What this task involves
Look through the data below for the line with "inset:0; background:#e1b092; transform-origin:0", and transcribe it exactly together with each line after it up to and including the line with "filter:drop-shadow(0 0 1px". Give nothing else.

Supplied information

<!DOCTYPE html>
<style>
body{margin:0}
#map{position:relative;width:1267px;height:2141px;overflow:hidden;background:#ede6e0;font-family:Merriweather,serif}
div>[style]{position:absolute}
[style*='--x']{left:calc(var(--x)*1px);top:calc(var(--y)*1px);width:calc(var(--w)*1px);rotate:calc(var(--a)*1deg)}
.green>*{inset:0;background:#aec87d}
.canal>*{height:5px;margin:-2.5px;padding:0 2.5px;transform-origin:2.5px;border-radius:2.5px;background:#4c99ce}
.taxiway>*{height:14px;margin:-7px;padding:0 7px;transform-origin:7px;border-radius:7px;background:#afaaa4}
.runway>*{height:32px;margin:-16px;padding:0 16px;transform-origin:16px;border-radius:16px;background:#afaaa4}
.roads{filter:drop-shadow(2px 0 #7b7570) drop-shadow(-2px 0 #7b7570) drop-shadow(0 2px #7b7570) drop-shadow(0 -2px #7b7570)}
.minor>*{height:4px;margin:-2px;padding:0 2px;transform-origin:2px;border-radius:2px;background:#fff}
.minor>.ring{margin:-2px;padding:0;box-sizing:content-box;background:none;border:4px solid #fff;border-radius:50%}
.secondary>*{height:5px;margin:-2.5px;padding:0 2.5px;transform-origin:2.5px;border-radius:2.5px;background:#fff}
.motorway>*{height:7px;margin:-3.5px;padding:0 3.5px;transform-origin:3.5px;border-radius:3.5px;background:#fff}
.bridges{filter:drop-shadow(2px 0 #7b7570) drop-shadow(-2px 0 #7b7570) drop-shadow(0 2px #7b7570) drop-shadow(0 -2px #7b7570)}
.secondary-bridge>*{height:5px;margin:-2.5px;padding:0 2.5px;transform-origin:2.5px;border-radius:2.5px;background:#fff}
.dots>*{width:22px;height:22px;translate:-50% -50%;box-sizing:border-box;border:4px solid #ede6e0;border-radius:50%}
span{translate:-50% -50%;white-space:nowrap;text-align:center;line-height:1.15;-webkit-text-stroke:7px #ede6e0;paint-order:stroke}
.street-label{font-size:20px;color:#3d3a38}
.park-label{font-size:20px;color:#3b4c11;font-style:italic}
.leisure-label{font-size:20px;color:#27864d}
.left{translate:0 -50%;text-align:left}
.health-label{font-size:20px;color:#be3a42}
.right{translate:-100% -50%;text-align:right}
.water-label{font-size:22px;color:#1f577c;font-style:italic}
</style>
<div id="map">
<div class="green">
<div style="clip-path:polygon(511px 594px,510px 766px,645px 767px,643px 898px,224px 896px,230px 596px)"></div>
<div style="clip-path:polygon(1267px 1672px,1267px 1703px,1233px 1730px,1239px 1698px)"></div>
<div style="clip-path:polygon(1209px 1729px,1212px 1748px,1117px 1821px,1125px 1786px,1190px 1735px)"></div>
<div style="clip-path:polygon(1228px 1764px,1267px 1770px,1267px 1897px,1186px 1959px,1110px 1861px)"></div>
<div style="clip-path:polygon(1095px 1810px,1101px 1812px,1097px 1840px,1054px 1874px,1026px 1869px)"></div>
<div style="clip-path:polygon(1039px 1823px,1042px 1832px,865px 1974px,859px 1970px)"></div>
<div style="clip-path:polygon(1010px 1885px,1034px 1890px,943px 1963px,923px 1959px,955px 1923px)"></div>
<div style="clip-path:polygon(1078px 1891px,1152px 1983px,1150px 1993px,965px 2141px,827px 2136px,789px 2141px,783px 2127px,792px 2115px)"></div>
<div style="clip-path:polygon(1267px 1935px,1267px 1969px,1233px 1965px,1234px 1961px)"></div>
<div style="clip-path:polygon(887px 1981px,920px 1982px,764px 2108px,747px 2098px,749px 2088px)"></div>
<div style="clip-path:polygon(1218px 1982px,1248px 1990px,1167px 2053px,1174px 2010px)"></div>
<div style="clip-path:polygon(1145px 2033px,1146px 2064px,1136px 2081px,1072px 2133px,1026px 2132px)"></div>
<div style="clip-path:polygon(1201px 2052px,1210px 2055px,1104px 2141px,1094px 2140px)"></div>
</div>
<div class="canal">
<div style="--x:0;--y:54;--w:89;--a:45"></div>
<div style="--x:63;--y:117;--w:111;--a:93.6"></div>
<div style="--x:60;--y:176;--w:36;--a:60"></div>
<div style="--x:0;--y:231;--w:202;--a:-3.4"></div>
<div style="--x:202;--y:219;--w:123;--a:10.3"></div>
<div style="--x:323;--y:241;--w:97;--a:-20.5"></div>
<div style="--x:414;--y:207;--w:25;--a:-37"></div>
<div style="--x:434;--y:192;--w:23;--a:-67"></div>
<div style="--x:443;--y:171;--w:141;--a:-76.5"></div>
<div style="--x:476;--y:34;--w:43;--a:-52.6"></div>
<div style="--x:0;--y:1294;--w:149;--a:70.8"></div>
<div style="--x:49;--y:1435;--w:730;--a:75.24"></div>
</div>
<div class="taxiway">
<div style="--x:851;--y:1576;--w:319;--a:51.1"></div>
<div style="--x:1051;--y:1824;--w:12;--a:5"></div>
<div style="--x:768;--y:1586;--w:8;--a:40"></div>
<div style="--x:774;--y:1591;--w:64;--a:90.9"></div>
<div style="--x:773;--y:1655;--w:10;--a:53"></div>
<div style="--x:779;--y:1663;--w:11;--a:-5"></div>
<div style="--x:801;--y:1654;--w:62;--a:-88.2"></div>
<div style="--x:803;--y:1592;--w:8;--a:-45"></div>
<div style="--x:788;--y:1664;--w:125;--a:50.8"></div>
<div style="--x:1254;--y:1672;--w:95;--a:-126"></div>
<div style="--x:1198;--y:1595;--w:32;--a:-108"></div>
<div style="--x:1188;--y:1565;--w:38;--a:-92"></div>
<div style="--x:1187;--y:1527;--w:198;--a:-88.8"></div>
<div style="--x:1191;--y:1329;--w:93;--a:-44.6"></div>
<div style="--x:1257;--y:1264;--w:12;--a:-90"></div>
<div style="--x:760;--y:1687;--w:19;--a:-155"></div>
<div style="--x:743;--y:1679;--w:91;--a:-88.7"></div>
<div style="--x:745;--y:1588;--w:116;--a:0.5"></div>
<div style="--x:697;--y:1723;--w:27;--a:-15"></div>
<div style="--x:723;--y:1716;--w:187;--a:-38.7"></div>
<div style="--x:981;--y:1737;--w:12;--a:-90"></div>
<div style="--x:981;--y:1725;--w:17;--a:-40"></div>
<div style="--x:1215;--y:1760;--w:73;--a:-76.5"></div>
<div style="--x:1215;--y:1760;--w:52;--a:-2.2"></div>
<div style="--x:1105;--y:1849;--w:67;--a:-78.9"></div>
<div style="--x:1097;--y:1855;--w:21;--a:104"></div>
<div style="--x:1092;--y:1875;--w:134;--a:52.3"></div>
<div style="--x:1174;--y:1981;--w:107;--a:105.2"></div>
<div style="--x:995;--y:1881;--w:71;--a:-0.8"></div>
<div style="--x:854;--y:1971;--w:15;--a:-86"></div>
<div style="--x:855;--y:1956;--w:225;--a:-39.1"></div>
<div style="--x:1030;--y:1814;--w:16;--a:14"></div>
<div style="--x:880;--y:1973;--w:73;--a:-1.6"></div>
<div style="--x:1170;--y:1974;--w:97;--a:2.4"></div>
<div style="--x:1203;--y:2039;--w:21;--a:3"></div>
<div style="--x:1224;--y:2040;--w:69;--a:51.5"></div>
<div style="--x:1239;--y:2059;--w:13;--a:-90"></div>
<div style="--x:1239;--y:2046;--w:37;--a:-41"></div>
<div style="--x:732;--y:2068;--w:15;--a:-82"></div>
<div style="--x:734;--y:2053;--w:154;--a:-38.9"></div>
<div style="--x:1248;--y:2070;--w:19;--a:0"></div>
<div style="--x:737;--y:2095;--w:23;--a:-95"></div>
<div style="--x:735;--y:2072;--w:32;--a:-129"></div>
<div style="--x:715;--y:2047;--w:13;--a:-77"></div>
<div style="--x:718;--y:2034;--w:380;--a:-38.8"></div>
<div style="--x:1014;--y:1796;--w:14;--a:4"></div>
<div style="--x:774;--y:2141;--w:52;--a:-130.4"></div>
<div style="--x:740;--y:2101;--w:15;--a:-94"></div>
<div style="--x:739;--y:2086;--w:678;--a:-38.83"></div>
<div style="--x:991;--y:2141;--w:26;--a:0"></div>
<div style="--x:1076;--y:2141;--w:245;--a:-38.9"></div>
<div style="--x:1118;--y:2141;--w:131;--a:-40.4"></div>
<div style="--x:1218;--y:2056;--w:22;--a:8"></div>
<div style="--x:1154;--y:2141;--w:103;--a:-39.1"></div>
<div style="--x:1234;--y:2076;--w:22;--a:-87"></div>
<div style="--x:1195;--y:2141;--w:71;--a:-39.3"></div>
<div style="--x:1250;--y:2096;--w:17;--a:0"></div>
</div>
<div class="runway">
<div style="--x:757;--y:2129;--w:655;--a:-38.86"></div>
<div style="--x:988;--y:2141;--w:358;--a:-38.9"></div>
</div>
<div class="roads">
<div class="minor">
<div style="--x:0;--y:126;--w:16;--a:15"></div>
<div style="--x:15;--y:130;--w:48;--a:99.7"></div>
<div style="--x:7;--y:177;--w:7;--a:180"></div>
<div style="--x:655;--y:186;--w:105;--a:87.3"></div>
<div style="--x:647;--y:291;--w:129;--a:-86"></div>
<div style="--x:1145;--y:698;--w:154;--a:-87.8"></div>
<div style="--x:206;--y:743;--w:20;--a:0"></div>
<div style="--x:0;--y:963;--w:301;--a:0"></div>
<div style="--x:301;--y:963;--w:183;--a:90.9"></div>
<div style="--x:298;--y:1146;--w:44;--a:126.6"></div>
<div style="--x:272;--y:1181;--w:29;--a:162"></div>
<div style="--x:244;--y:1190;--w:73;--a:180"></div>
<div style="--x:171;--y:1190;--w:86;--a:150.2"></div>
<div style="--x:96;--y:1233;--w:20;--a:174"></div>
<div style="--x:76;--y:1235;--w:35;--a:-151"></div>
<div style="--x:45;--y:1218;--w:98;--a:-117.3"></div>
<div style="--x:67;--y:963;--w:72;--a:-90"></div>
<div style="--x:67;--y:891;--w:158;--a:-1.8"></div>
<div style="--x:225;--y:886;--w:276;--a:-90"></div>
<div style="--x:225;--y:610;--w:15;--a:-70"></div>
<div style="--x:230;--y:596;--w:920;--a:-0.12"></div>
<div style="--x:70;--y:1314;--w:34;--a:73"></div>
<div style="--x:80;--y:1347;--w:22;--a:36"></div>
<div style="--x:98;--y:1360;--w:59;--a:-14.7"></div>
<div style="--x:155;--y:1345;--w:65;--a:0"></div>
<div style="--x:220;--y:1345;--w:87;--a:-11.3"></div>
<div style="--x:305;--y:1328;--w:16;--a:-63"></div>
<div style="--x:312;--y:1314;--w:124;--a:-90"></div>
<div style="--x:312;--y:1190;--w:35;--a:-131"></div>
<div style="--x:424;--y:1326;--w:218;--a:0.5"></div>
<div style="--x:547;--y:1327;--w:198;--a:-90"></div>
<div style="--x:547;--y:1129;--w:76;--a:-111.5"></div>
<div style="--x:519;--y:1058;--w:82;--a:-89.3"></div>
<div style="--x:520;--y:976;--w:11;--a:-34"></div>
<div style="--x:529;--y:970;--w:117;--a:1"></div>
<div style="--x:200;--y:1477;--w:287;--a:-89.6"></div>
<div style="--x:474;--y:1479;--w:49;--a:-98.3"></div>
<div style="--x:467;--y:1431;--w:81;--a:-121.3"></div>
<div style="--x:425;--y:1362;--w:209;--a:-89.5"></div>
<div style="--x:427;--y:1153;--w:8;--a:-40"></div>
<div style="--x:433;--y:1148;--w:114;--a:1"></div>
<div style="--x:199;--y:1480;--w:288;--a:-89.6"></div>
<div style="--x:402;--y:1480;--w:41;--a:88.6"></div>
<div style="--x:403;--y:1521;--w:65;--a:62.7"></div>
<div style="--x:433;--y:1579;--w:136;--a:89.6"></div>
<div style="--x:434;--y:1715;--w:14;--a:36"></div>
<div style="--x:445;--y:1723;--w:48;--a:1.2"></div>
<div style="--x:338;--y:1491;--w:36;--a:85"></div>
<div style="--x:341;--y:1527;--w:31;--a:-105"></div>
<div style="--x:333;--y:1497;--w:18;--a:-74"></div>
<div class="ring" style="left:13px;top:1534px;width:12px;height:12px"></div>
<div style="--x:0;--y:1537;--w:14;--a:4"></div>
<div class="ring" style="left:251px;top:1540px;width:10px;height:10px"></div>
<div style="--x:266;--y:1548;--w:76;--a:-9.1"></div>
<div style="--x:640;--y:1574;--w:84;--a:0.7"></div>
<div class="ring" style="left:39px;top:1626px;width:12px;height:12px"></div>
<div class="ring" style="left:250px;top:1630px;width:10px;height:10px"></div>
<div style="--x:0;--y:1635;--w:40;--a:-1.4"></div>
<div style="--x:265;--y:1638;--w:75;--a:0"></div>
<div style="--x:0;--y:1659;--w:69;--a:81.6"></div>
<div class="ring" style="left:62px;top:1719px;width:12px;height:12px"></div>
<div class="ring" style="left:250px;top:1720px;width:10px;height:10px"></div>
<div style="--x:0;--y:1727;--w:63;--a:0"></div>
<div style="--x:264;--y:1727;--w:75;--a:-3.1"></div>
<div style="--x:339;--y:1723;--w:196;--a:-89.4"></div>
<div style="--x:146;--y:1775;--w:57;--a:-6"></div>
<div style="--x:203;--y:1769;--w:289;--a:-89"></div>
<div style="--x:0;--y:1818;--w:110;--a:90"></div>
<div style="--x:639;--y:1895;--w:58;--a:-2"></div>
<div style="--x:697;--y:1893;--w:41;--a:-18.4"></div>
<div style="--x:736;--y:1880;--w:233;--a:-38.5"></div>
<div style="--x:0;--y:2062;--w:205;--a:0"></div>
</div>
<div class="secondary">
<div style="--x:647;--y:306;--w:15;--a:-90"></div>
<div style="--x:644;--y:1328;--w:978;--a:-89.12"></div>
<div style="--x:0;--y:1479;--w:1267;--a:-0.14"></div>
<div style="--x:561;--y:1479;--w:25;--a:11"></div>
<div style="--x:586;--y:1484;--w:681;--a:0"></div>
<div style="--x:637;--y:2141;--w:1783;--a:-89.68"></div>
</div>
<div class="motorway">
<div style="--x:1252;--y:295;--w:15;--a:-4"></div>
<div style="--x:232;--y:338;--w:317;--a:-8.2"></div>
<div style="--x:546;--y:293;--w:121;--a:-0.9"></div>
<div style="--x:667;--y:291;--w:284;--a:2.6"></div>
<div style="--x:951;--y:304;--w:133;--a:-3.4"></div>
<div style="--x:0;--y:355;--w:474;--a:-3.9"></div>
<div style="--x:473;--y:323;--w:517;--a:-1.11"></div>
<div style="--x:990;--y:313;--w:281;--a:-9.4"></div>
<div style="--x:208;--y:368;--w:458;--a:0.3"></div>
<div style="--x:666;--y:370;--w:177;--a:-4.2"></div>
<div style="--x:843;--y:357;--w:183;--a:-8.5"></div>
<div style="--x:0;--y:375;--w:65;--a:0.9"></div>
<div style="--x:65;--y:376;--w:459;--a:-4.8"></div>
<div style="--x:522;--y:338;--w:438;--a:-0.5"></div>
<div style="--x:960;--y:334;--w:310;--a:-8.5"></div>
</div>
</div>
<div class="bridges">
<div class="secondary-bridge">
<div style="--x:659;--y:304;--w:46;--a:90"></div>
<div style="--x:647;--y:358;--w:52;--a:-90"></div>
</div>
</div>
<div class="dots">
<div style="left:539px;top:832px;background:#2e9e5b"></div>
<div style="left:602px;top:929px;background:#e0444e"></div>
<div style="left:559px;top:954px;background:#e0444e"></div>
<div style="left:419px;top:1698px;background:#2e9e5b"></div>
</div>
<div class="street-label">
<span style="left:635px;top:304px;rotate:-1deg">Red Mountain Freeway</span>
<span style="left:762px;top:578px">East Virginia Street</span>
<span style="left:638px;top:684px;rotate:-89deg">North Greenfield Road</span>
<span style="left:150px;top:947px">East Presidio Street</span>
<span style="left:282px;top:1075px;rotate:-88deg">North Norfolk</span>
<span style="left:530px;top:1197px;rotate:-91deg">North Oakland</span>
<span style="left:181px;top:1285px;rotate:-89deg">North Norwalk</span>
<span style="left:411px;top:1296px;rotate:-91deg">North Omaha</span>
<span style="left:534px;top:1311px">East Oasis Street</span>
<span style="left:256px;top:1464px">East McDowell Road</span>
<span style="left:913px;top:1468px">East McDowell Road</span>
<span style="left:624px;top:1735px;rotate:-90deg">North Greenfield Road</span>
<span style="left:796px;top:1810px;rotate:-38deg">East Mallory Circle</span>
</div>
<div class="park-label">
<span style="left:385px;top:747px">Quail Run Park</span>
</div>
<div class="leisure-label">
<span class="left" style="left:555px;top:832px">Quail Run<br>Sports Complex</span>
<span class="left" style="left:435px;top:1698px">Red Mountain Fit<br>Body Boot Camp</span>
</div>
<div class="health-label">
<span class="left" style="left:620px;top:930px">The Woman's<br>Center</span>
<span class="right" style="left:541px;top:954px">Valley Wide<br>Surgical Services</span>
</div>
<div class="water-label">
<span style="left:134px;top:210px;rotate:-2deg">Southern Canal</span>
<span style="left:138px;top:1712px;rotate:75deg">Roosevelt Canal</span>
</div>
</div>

* * *

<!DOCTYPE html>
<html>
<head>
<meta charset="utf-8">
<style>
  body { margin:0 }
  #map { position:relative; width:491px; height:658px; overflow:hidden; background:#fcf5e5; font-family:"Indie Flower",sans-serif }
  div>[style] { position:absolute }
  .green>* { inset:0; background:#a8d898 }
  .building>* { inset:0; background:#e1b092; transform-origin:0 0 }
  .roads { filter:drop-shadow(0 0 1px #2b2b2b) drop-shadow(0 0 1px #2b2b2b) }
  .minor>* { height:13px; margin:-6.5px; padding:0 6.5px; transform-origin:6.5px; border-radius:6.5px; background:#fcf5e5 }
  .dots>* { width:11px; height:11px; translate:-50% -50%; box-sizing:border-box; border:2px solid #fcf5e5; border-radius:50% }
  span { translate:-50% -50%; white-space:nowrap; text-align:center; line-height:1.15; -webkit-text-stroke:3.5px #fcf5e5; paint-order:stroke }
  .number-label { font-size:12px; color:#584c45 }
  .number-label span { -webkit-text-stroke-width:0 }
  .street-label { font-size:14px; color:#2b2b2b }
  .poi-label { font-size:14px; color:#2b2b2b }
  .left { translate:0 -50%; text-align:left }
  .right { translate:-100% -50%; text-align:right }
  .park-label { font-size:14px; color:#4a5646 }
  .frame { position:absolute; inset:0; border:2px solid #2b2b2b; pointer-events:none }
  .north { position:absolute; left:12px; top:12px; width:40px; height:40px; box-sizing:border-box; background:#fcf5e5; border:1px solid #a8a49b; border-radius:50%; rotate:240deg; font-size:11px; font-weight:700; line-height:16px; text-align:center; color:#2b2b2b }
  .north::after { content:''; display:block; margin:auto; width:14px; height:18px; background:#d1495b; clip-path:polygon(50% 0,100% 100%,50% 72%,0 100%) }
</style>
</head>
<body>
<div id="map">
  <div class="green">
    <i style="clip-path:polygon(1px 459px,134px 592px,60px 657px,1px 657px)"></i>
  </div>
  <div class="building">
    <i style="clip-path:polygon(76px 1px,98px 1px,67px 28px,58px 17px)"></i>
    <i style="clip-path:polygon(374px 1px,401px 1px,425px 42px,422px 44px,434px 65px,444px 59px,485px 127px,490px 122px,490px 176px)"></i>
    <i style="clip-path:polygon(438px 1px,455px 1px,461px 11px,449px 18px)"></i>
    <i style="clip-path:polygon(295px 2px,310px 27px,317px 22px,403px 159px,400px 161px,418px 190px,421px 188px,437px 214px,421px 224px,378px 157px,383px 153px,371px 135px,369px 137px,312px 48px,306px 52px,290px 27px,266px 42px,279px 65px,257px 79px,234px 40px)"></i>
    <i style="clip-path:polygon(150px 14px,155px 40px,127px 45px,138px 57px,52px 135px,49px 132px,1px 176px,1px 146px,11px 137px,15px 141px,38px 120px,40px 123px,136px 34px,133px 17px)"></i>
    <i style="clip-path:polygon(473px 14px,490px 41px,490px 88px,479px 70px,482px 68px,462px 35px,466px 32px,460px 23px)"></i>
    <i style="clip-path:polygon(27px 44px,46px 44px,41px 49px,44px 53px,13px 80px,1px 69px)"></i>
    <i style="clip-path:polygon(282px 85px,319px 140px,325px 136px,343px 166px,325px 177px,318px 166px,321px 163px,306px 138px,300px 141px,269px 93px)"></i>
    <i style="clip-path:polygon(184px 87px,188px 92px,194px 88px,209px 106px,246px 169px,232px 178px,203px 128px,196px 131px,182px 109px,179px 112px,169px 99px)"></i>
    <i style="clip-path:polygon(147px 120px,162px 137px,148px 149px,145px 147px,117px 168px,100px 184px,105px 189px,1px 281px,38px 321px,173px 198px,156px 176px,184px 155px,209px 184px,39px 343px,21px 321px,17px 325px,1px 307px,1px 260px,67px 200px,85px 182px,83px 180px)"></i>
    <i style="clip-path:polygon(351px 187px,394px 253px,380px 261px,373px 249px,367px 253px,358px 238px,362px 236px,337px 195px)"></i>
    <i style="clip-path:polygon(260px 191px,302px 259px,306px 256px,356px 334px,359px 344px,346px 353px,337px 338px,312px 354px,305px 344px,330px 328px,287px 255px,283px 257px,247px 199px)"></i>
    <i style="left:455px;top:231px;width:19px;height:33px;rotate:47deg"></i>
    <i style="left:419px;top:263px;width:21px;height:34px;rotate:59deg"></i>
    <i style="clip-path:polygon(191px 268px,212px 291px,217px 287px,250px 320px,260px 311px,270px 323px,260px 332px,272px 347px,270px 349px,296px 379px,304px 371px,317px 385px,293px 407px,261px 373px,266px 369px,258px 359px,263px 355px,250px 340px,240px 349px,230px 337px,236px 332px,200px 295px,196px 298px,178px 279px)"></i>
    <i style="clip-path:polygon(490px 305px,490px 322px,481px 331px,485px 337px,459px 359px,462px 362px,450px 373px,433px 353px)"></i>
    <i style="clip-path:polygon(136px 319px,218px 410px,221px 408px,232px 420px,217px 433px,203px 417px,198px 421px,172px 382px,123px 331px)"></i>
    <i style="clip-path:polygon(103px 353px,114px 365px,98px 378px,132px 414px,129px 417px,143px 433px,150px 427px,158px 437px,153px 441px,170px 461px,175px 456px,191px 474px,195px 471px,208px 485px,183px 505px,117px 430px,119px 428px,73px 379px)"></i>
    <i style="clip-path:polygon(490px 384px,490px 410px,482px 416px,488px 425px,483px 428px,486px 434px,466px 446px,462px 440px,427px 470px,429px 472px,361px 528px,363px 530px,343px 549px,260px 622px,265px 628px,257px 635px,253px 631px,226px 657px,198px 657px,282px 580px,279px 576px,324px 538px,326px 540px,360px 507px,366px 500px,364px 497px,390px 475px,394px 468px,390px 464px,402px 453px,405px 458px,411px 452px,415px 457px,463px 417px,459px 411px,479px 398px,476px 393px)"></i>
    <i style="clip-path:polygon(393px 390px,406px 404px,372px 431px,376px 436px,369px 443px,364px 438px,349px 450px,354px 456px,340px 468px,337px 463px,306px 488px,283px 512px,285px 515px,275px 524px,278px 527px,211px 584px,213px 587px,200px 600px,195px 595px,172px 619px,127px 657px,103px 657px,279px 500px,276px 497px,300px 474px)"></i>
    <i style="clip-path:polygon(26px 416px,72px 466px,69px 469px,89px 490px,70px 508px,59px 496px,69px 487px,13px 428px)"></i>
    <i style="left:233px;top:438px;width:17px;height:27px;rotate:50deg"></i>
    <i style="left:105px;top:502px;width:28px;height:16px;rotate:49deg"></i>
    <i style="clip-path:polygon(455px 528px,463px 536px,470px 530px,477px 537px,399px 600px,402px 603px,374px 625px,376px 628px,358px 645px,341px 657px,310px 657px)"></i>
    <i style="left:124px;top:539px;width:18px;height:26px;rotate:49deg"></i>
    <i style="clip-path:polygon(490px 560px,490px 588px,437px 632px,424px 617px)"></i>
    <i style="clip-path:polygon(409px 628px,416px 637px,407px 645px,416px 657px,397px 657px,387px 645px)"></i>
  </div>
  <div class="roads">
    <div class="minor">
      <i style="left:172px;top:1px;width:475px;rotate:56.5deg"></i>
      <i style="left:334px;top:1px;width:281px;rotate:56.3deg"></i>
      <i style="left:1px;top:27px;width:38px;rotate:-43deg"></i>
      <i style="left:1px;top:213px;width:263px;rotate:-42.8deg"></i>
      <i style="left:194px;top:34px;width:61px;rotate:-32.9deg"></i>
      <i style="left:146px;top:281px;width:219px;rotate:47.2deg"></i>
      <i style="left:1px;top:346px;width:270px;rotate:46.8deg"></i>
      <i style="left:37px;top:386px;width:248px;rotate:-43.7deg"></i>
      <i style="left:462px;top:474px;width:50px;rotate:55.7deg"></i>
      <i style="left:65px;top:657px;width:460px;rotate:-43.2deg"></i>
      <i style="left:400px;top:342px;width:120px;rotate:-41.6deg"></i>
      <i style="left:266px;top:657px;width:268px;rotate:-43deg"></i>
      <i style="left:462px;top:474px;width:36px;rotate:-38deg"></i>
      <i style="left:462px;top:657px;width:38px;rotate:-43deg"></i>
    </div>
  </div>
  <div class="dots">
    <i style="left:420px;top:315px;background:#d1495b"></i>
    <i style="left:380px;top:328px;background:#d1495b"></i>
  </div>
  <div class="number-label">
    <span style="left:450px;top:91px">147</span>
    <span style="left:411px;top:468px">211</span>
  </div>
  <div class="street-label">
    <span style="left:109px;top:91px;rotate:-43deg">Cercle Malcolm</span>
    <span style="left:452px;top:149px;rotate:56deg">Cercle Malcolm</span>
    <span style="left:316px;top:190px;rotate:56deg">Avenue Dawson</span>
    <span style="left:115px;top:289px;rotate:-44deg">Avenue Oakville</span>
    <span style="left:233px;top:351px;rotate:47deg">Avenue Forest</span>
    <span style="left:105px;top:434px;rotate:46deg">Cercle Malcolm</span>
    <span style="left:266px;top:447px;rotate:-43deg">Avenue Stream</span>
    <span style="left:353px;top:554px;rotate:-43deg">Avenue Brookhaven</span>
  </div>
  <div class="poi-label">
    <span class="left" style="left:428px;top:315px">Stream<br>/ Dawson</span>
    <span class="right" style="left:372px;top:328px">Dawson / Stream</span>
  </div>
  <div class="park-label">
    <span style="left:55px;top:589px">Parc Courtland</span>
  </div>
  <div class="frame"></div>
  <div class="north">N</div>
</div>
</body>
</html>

Task answer
  .building>* { inset:0; background:#e1b092; transform-origin:0 0 }
  .roads { filter:drop-shadow(0 0 1px #2b2b2b) drop-shadow(0 0 1px #2b2b2b) }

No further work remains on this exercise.